Entre los amos del universo, entrevisté primero a una mujer con una brillante trayectoria en finanzas. Tenía algo menos de cuarenta años, era de origen asiático, se crio en una familia de clase media británica, fue a una universidad de élite y desde allí pasó directamente a trabajar en uno de los bancos más importantes. «A la gente como yo nos han entrenado para procesar información en cuestión de segundos —dijo—. Somos los atletas olímpicos de la información y es una carrera para ver quién llega primero. Es también una lucha.» Había empezado trabajando como analista en un banco de relieve donde tenía cinco minutos para interpretar cualquier noticia, interpretación que el equipo de ventas transmitía lo antes posible a la comunidad inversora global. «Mi estado mental y físico cambia cuando veo una noticia importante —afirmó— y a veces mi cuerpo lo siente incluso antes de que pueda pensarlo.»

«Es importante advertir el poder y la influencia que puede tener un analista que trabaja en uno de los bancos más prestigiosos del mundo», dijo con una voz que cada vez se iba animando más. «Si mi recomendación sobre una compañía a la que estoy siguiendo cambia de “indiferente” a “comprar”, las acciones pueden subir un 5 %, y en ese momento sé que gracias a eso los inversores y quizá el director general de esa compañía han ganado millones.» Me miró a los ojos y preguntó: «Imaginemos que te enteras de que en este momento Israel está a punto de lanzar un ataque sobre Irán, ¿qué harías?». Después de pensarlo un momento le respondí: «No lo sé, supongo que llamar a casa y comprobar que mi familia está bien». Me miró desconcertada, como si la hubiera pillado por sorpresa: «Bueno, es que tú vives en el mundo real. Lo primero que yo pensaría es que hay que adquirir opciones de compra de petróleo porque puede haber interrupciones en el suministro, y comprar acciones en empresas de defensa o que tengan contratos con el ejército norteamericano. Luego mi cerebro se va por tangentes increíbles: ¿cómo van a cambiar las valoraciones y los supuestos que han guiado hasta ahora mis inversiones? Cada posible resultado del ataque israelí pasa por mi cabeza, y a todos ellos les voy asignando probabilidades. ¿A quién se le van a encargar las labores de reconstrucción? Si el régimen cambia y se convierte en proamericano, probablemente será Halliburton, así que ésa es una buena oportunidad de compra. Y así sucesivamente».

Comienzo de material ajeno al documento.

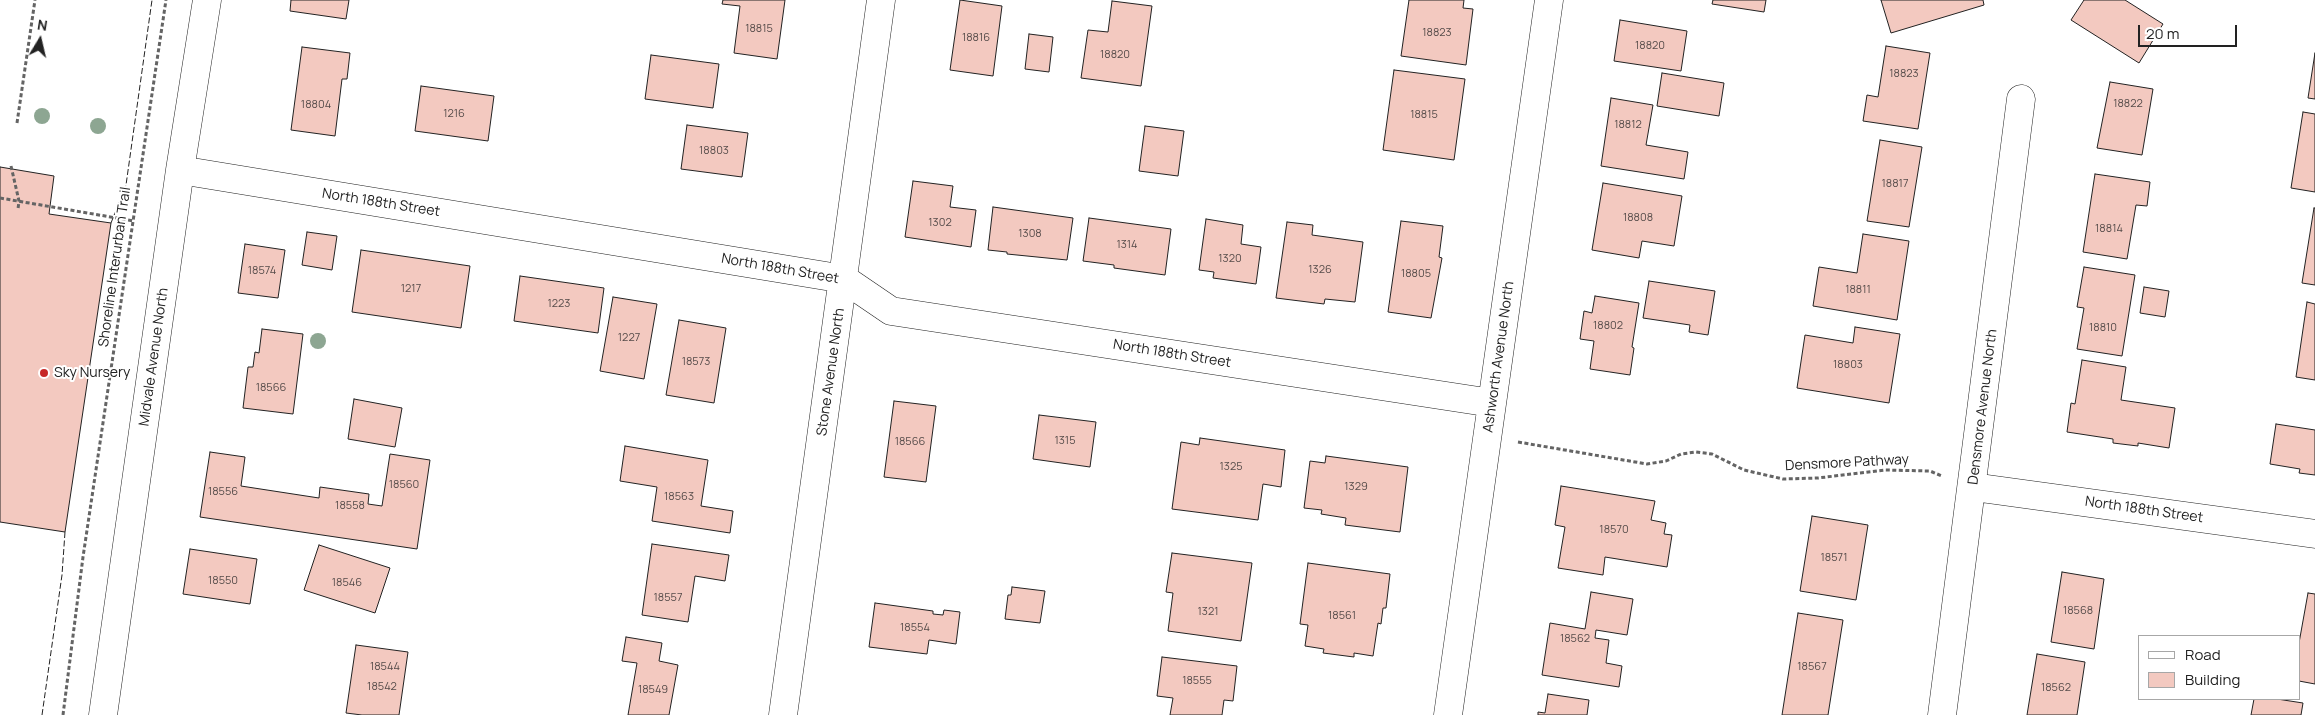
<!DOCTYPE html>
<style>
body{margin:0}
#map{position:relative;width:2315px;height:715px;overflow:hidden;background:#fff;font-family:Manrope,sans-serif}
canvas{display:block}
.legend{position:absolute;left:2138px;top:635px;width:162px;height:65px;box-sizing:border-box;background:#fff;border:1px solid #a7a7a7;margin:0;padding:6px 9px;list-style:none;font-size:15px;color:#222}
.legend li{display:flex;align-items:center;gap:10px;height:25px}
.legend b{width:25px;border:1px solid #a7a7a7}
.north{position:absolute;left:15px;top:15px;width:50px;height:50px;-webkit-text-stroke:4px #fff;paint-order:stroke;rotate:9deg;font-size:14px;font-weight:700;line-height:20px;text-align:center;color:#222}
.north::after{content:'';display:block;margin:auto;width:18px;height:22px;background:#222;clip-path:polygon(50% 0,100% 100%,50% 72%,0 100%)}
.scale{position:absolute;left:2138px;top:25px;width:99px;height:22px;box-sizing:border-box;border:2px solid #222;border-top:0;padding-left:6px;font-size:15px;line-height:18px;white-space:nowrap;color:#222;-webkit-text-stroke:4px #fff;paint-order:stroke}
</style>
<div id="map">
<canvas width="2315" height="715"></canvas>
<ul class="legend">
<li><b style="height:6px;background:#fff"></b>Road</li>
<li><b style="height:14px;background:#f3c9c0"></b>Building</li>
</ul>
<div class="north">N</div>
<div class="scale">20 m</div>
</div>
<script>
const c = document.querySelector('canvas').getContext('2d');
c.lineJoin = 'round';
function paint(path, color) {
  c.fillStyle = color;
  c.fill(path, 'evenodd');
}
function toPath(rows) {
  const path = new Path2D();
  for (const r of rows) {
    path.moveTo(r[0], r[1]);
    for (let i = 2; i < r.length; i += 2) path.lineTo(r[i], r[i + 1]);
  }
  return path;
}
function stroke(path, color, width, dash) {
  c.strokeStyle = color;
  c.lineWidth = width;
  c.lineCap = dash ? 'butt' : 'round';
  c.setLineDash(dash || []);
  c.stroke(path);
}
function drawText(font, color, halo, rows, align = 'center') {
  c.font = font + ' Manrope,sans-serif';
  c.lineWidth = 4;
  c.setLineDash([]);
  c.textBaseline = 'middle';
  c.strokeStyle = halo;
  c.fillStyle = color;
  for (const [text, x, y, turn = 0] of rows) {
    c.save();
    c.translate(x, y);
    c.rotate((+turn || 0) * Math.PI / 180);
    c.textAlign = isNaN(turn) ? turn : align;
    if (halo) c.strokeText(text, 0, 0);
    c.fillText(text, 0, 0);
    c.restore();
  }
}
const building = toPath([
 [291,0,349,0,346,19,290,11,291,0],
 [723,0,785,0,777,59,734,53,740,6,722,4,723,0],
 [960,0,1002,6,993,76,950,70,960,0],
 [1409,0,1464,0,1463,8,1473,9,1466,65,1401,56,1409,0],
 [1713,0,1766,0,1764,12,1712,4,1713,0],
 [1881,0,1983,0,1984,5,1891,33,1881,0],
 [2084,0,2125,0,2163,24,2139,63,2071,20,2084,0],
 [1112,1,1152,6,1141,86,1081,78,1088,30,1108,32,1112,1],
 [1620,20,1687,31,1681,71,1614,61,1620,20],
 [1029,34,1053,37,1049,72,1025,69,1029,34],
 [1886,46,1930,53,1918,129,1863,121,1867,95,1878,97,1886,46],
 [302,47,350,53,347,79,342,79,335,136,291,130,302,47],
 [2315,53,2315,99,2308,98,2315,53],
 [651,55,719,64,713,108,645,99,651,55],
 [1394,70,1465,79,1454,160,1383,150,1394,70],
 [1662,73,1724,83,1719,116,1657,106,1662,73],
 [2110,82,2153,89,2142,155,2097,148,2110,82],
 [421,86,494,96,488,141,415,131,421,86],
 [1611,98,1653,105,1646,145,1688,152,1684,179,1601,166,1611,98],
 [2303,112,2315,114,2315,192,2291,188,2303,112],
 [687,125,748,133,742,177,681,169,687,125],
 [1145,126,1184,131,1178,176,1139,171,1145,126],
 [1880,140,1922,147,1909,227,1867,221,1880,140],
 [0,167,54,176,49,214,111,223,65,532,0,522,0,167],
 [2095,174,2150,182,2147,206,2136,205,2127,259,2083,252,2095,174],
 [913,181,953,186,950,207,976,210,971,247,905,237,913,181],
 [1603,183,1682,196,1674,246,1642,241,1639,258,1592,250,1603,183],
 [993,207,1073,218,1067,260,1007,254,1007,252,988,250,993,207],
 [2314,208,2315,208,2315,285,2302,283,2314,208],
 [1089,218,1171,229,1165,275,1114,268,1114,265,1083,261,1089,218],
 [1206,219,1243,225,1241,244,1261,247,1256,284,1213,278,1214,272,1199,270,1206,219],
 [1401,221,1443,226,1439,257,1442,258,1431,318,1388,312,1401,221],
 [1287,222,1313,225,1312,235,1363,242,1355,302,1325,299,1324,304,1276,298,1287,222],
 [307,232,337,236,332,270,302,265,307,232],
 [1863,234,1909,241,1897,320,1813,306,1819,267,1857,273,1863,234],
 [245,244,285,250,278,298,238,293,245,244],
 [361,250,470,266,461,328,352,312,361,250],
 [2084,267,2135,275,2122,356,2077,349,2084,308,2077,307,2084,267],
 [520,276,604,288,598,333,514,321,520,276],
 [1649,281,1715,291,1708,335,1689,332,1690,325,1643,318,1649,281],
 [2144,287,2169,291,2165,317,2140,313,2144,287],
 [1595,296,1639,303,1632,347,1634,348,1630,375,1590,369,1594,341,1580,339,1584,311,1592,313,1595,296],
 [613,297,657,304,644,379,600,371,613,297],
 [2307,302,2315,304,2315,380,2296,377,2307,302],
 [679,320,726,328,714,403,666,395,679,320],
 [1855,327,1900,334,1889,403,1797,388,1805,335,1853,343,1855,327],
 [262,329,303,334,293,414,243,408,248,367,253,367,255,352,259,353,262,329],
 [2082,360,2126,367,2121,400,2175,408,2169,448,2138,443,2138,446,2113,443,2113,439,2067,432,2071,403,2075,404,2082,360],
 [354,399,402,408,395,447,348,439,354,399],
 [894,401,936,406,926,482,884,477,894,401],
 [1039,415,1096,422,1090,467,1033,459,1039,415],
 [2276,424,2315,430,2315,475,2299,473,2300,469,2270,464,2276,424],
 [1200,438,1285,450,1281,487,1263,484,1258,520,1172,509,1181,442,1199,445,1200,438],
 [625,446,708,460,701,506,733,511,730,533,652,521,657,487,620,481,625,446],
 [210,452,245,457,241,486,319,498,320,487,369,494,368,504,382,506,390,454,430,460,417,549,200,517,210,452],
 [1326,456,1408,467,1400,532,1345,525,1346,518,1321,514,1322,510,1304,508,1310,461,1325,463,1326,456],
 [1561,486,1655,501,1651,520,1666,523,1664,534,1672,535,1667,567,1605,557,1603,575,1558,568,1565,527,1555,525,1561,486],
 [1812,516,1868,525,1856,600,1800,591,1812,516],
 [652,544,729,555,725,581,695,576,688,622,642,615,652,544],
 [319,545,390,568,375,613,304,590,319,545],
 [190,549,257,559,250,604,183,594,190,549],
 [1172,553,1252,563,1241,641,1168,631,1173,593,1166,592,1172,553],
 [1308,563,1390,574,1386,608,1383,608,1381,624,1378,623,1373,656,1354,653,1354,657,1323,653,1324,649,1305,646,1308,625,1300,624,1308,563],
 [2062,572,2104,579,2094,649,2051,642,2062,572],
 [1012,587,1045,591,1040,623,1005,619,1008,595,1011,595,1012,587],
 [1591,592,1633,599,1627,635,1596,630,1595,638,1609,640,1606,663,1622,666,1619,687,1542,675,1550,623,1585,629,1591,592],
 [2308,593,2315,594,2315,684,2299,681,2299,643,2308,593],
 [875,603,933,611,933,614,943,615,944,610,960,612,956,644,929,640,927,654,869,647,875,603],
 [1798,613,1843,620,1828,715,1782,715,1798,613],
 [626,637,662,643,659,661,678,665,669,715,628,715,637,663,622,661,626,637],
 [356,645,408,652,399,715,362,715,346,713,356,645],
 [2037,654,2085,662,2077,715,2027,715,2037,654],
 [1162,657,1237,666,1233,701,1224,700,1222,715,1170,715,1173,698,1157,696,1162,657],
 [1548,694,1589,700,1587,715,1538,715,1538,712,1545,713,1548,694],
 [2254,699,2277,699,2303,703,2301,715,2251,715,2254,699]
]);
paint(building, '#f3c9c0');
stroke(building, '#222', 1);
const minor = toPath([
 [180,170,844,279,891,311,1492,403],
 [1973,487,2315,534],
 [103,715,180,170,207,0],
 [783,715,881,0],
 [1448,715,1549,0],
 [1942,715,2021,99]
]);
stroke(minor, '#222', 29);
stroke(toPath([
 [17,123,35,0],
 [11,166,19,201,18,209],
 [0,198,134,221],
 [1518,442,1647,464,1666,461,1681,454,1696,452,1712,454,1744,470,1783,479,1818,478,1885,470,1930,471,1942,476],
 [63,715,83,557,166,0]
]), '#646464', 3, [4, 2.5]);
stroke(minor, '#fff', 28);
stroke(toPath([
 [111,223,126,185,152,0],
 [42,715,62,575,65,532]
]), '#222', 1, [6, 2.5]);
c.fillStyle = '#8da692';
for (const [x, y] of [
 [42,116],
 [98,126],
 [318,341]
]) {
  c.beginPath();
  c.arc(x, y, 8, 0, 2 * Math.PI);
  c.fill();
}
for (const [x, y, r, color] of [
 [44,373,5,"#c62828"]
]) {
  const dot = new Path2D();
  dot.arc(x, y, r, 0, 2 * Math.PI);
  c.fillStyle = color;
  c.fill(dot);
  stroke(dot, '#fff', 2);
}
drawText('11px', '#564c4a', null, [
 ["18815",759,29],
 ["18823",1437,33],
 ["18816",976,38],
 ["18820",1650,46],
 ["18820",1115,55],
 ["18823",1904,74],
 ["18822",2128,104],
 ["18804",316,105],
 ["1216",454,114],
 ["18815",1424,115],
 ["18812",1628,125],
 ["18803",714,151],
 ["18817",1895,184],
 ["18808",1638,218],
 ["1302",940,223],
 ["18814",2109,229],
 ["1308",1030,234],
 ["1314",1127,245],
 ["1320",1230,259],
 ["1326",1320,270],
 ["18574",262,271],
 ["18805",1416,274],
 ["1217",411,289],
 ["18811",1858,290],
 ["1223",559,304],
 ["18802",1608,326],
 ["18810",2103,328],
 ["1227",629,338],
 ["18573",696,362],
 ["18803",1848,365],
 ["18566",271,388],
 ["1315",1065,441],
 ["18566",910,442],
 ["1325",1231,467],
 ["18560",404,485],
 ["1329",1356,487],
 ["18556",223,492],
 ["18563",679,497],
 ["18558",350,506],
 ["18570",1614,530],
 ["18571",1834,558],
 ["18550",223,581],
 ["18546",347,583],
 ["18557",668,598],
 ["18568",2078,611],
 ["1321",1208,612],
 ["18561",1342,616],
 ["18554",915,628],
 ["18562",1575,639],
 ["18544",385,667],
 ["18567",1812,667],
 ["18555",1197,681],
 ["18542",382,687],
 ["18562",2056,688],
 ["18549",653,690]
]);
drawText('14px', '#222', '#fff', [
 ["North 188th Street",381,203,9],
 ["Shoreline Interurban Trail",115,267,-82],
 ["North 188th Street",780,269,10],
 ["North 188th Street",1172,354,9],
 ["Midvale Avenue North",154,357,-82],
 ["Ashworth Avenue North",1499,357,-82],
 ["Stone Avenue North",831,372,-82],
 ["Densmore Avenue North",1983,407,-83],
 ["Densmore Pathway",1847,463,-3],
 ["North 188th Street",2144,510,8]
]);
drawText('14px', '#222', '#fff', [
 ["Sky Nursery",54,373]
], 'left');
</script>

Después de trabajar un tiempo en el banco, había pasado a un fondo de inversión de alto riesgo donde gestionaba e invertía el dinero de los clientes. Ahí es donde trabaja la gente más lista del mundo financiero, me dijo en confianza: «Se sienten superiores a los banqueros que operan en inversiones. En primer lugar, los cargos más importantes en los fondos de inversión de riesgo ganan mucho más dinero que los directores generales de banco. En segundo lugar, esos fondos operan a través de los bancos de inversión, con lo cual hacen que los banqueros dependan de ellos para hacer negocios y ganar comisiones. Y, por último, los “fondistas” se creen superiores a los banqueros porque respaldan con su dinero lo que predican. Los bancos son demasiado grandes para caer, mientras que en los fondos de riesgo si uno pierde el dinero se va a la calle. El mundo de las finanzas es muy exigente y muy apasionante —dijo contenta—. Hay muchas personas sagaces, todo funciona con eficiencia. Desde que tengo veintiún años me he alojado en hoteles de cinco estrellas y he viajado en clase business. He salido con un hombre que tenía un jet privado…».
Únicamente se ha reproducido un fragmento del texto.